* Saved entries
%%
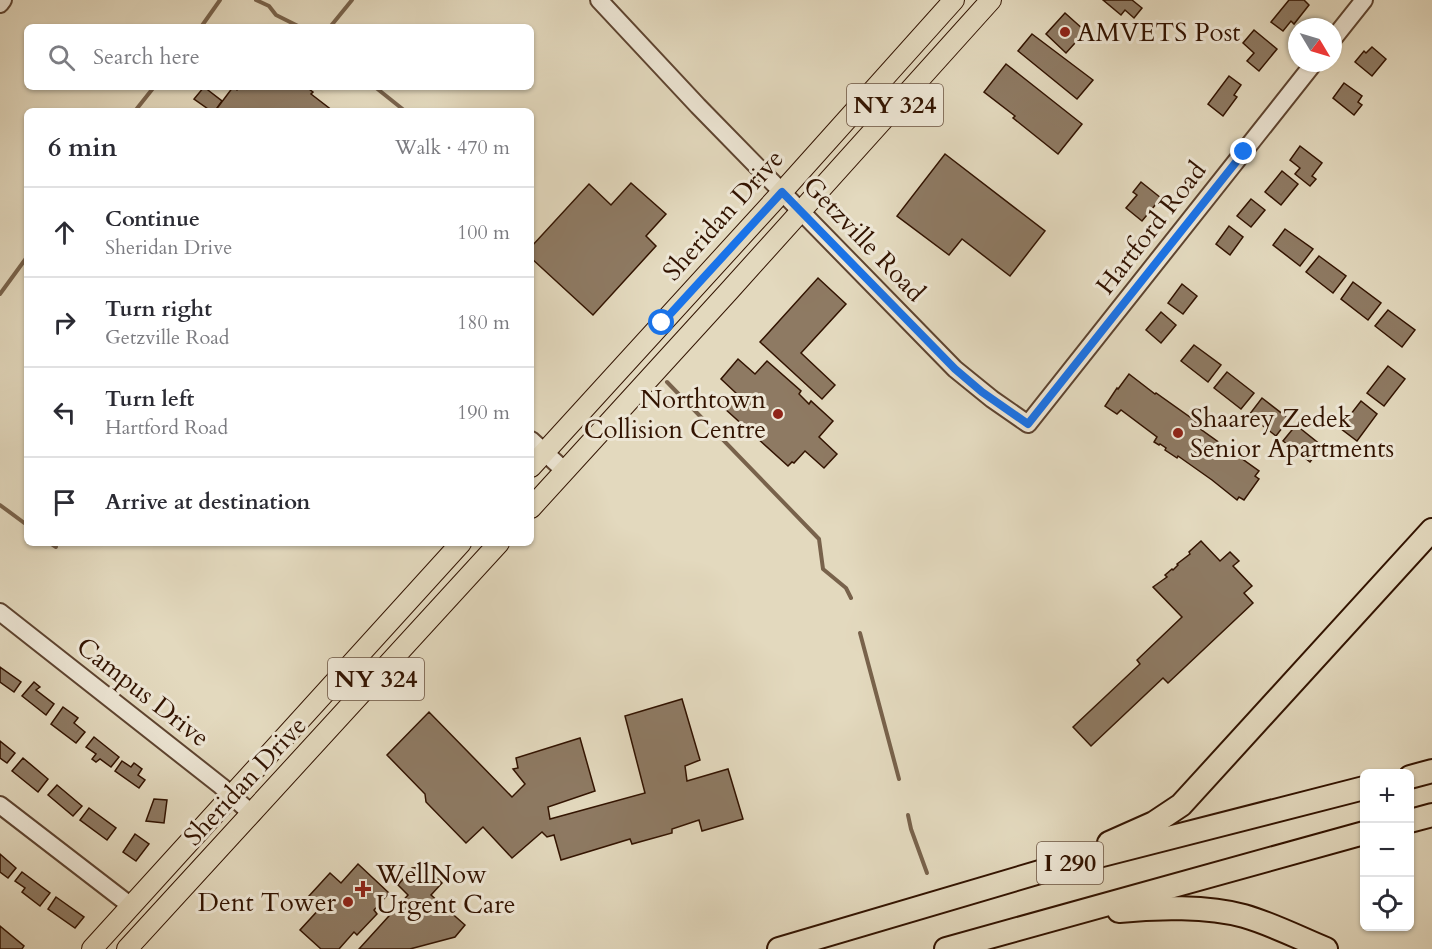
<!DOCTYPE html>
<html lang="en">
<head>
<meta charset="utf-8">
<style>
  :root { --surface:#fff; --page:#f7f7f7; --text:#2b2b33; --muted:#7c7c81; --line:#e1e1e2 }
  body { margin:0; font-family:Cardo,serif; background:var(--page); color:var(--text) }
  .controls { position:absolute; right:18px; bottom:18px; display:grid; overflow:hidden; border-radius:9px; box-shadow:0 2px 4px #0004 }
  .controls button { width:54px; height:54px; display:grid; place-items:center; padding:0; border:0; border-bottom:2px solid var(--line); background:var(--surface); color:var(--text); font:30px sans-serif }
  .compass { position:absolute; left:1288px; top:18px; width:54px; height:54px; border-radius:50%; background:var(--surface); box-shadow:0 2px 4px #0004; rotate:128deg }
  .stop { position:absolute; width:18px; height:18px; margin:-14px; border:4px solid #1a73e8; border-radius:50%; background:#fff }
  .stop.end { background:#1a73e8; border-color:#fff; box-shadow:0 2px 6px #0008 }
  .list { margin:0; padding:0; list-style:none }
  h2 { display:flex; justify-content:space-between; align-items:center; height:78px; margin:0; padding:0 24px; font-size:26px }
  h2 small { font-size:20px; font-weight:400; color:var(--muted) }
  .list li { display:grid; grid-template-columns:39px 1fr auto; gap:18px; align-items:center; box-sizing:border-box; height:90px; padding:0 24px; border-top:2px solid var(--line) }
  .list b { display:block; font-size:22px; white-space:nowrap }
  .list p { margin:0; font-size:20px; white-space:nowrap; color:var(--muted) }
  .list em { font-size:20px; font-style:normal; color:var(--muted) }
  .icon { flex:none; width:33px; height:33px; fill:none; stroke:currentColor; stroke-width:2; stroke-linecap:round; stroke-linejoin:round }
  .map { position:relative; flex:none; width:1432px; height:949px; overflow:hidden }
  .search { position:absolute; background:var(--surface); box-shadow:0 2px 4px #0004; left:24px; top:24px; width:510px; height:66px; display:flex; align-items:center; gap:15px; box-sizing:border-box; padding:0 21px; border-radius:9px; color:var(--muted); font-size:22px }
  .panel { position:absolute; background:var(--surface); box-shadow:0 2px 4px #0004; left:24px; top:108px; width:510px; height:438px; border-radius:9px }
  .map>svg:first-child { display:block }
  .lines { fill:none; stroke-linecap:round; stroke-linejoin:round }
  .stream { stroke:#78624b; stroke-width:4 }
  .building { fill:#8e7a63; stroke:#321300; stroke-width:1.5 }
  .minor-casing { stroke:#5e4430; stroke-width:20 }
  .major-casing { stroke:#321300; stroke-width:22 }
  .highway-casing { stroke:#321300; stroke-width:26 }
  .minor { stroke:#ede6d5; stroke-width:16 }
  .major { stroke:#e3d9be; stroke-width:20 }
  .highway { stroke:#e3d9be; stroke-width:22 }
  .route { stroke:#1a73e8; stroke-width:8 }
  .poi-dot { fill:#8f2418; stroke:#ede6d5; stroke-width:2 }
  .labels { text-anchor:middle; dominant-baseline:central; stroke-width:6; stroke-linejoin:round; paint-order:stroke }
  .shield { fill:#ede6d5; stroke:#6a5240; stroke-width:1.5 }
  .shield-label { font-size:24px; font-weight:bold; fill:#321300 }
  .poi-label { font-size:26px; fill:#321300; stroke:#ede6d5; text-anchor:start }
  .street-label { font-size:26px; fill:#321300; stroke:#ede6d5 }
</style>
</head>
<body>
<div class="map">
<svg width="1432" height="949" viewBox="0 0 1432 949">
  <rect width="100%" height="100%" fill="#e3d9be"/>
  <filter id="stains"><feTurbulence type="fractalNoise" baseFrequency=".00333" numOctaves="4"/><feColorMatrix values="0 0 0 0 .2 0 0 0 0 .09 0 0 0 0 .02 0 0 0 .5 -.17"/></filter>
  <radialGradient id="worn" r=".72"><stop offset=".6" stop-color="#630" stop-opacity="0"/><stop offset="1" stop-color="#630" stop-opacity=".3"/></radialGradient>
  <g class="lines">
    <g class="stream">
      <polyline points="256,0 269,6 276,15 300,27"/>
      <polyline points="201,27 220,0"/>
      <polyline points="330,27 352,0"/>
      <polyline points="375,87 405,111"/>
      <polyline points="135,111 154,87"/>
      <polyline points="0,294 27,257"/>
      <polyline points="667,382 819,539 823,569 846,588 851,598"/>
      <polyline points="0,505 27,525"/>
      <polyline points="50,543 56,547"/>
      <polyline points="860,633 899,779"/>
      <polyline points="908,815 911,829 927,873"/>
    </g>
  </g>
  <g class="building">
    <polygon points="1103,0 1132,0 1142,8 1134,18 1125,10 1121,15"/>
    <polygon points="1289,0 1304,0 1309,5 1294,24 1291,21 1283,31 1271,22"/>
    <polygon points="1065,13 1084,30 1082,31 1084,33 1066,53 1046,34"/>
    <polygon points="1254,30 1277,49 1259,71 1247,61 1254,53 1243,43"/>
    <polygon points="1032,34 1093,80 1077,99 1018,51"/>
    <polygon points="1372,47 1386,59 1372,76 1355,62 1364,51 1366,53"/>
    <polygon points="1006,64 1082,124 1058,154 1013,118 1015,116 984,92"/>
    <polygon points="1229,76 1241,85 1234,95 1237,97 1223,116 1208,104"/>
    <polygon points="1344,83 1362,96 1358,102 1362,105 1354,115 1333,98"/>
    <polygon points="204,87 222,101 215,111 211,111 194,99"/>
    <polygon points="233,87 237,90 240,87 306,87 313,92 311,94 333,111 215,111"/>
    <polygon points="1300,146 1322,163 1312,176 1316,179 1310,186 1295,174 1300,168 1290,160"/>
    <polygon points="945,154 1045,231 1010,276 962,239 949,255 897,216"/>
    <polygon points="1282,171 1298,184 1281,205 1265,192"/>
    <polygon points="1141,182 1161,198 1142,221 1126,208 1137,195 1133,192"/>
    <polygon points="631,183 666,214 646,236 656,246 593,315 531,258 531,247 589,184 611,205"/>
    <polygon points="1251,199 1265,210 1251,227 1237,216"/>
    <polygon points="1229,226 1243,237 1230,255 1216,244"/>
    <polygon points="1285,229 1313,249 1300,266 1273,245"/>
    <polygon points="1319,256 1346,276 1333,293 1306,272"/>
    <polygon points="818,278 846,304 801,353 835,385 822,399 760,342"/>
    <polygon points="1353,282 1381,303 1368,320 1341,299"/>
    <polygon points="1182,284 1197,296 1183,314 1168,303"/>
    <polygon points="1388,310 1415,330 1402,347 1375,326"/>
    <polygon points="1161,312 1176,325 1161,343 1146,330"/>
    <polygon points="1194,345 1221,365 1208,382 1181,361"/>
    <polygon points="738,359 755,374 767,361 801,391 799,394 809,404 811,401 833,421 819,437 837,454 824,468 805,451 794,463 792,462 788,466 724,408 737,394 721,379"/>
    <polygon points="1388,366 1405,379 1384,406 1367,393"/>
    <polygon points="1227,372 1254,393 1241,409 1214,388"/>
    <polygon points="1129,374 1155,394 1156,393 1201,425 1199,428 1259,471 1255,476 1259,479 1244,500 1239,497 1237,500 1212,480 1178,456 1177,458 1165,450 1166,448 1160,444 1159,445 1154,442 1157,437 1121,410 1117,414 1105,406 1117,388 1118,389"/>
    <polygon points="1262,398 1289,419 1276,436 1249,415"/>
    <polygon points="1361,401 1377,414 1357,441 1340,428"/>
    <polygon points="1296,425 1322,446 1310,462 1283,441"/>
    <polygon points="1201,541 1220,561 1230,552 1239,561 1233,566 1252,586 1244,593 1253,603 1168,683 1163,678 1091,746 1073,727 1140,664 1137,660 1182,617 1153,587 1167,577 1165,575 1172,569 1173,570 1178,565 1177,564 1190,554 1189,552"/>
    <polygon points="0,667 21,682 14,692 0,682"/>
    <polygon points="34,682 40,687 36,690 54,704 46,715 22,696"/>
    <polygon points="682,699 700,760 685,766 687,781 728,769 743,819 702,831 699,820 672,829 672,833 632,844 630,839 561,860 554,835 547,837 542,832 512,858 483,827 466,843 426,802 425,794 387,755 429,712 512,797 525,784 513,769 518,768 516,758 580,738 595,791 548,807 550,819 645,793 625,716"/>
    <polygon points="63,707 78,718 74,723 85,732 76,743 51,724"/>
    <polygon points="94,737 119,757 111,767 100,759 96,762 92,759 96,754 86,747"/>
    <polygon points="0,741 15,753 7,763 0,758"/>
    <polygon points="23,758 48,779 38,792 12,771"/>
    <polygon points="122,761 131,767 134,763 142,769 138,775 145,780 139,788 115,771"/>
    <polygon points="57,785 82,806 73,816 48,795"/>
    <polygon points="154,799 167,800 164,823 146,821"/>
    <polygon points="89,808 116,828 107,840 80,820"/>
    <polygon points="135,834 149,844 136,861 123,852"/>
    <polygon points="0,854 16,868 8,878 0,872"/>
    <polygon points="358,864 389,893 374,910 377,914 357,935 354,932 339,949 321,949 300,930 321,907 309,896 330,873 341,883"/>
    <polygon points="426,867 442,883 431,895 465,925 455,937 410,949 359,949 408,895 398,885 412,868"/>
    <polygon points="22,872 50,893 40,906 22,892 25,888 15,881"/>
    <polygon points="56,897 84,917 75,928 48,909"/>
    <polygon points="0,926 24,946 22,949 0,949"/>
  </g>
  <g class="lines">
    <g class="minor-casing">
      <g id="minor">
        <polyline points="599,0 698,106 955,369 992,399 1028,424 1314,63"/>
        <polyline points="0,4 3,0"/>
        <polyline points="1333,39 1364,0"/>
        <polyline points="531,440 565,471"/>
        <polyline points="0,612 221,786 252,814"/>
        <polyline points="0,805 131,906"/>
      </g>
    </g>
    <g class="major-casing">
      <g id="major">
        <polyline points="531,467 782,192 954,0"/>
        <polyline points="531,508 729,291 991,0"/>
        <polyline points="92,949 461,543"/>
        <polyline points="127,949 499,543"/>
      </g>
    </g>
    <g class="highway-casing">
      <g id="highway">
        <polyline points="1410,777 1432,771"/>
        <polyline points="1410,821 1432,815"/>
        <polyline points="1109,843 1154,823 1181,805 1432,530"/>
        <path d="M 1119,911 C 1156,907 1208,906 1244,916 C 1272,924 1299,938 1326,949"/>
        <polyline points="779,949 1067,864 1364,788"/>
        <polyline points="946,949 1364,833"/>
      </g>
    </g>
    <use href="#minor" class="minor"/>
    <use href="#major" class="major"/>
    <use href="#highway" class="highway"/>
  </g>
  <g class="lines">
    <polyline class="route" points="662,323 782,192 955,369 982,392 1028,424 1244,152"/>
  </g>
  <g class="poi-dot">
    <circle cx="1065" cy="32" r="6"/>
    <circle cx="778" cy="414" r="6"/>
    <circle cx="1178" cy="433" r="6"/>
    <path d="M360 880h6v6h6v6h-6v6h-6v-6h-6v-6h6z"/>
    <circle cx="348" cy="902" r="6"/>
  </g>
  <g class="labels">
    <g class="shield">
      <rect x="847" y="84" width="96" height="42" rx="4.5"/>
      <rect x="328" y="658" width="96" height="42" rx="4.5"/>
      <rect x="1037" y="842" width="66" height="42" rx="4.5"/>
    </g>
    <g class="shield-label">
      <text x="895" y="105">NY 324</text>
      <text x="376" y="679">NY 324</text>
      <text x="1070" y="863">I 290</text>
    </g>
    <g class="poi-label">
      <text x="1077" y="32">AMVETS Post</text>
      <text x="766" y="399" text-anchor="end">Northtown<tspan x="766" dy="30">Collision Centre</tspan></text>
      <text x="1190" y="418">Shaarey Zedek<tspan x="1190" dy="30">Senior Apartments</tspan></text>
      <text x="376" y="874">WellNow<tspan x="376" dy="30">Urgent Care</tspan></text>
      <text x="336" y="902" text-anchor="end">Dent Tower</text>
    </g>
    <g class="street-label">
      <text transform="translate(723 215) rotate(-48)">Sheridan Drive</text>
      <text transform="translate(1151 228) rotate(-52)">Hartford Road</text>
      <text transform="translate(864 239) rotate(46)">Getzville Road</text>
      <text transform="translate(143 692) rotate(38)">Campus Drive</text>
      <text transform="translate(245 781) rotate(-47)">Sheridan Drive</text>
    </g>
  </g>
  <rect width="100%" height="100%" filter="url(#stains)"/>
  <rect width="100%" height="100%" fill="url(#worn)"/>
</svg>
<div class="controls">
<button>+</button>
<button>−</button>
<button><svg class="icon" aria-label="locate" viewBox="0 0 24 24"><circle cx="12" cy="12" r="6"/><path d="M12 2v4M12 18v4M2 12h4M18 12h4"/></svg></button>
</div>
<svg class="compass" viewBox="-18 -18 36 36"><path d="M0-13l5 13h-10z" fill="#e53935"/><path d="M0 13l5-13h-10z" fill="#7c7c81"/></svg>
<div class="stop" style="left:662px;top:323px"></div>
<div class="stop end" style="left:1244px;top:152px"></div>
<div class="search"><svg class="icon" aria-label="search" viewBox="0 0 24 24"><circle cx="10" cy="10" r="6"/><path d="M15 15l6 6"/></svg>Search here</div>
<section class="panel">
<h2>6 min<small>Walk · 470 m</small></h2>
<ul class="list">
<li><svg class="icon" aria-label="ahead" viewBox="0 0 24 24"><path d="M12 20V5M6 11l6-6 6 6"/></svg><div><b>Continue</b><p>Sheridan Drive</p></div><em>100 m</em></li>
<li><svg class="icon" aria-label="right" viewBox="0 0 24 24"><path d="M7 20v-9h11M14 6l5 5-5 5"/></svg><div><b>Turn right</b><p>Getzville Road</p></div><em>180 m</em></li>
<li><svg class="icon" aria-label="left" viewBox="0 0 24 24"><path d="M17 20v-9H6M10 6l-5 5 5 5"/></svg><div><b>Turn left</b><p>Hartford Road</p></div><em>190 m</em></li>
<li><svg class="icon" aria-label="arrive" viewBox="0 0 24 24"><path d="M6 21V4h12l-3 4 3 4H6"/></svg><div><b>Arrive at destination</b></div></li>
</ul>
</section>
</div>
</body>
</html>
%%
* Task instructions
What is needed is every line from the data above that includes the string "filter", copied out.

* Result of the exercise
  <filter id="stains"><feTurbulence type="fractalNoise" baseFrequency=".00333" numOctaves="4"/><feColorMatrix values="0 0 0 0 .2 0 0 0 0 .09 0 0 0 0 .02 0 0 0 .5 -.17"/></filter>
  <rect width="100%" height="100%" filter="url(#stains)"/>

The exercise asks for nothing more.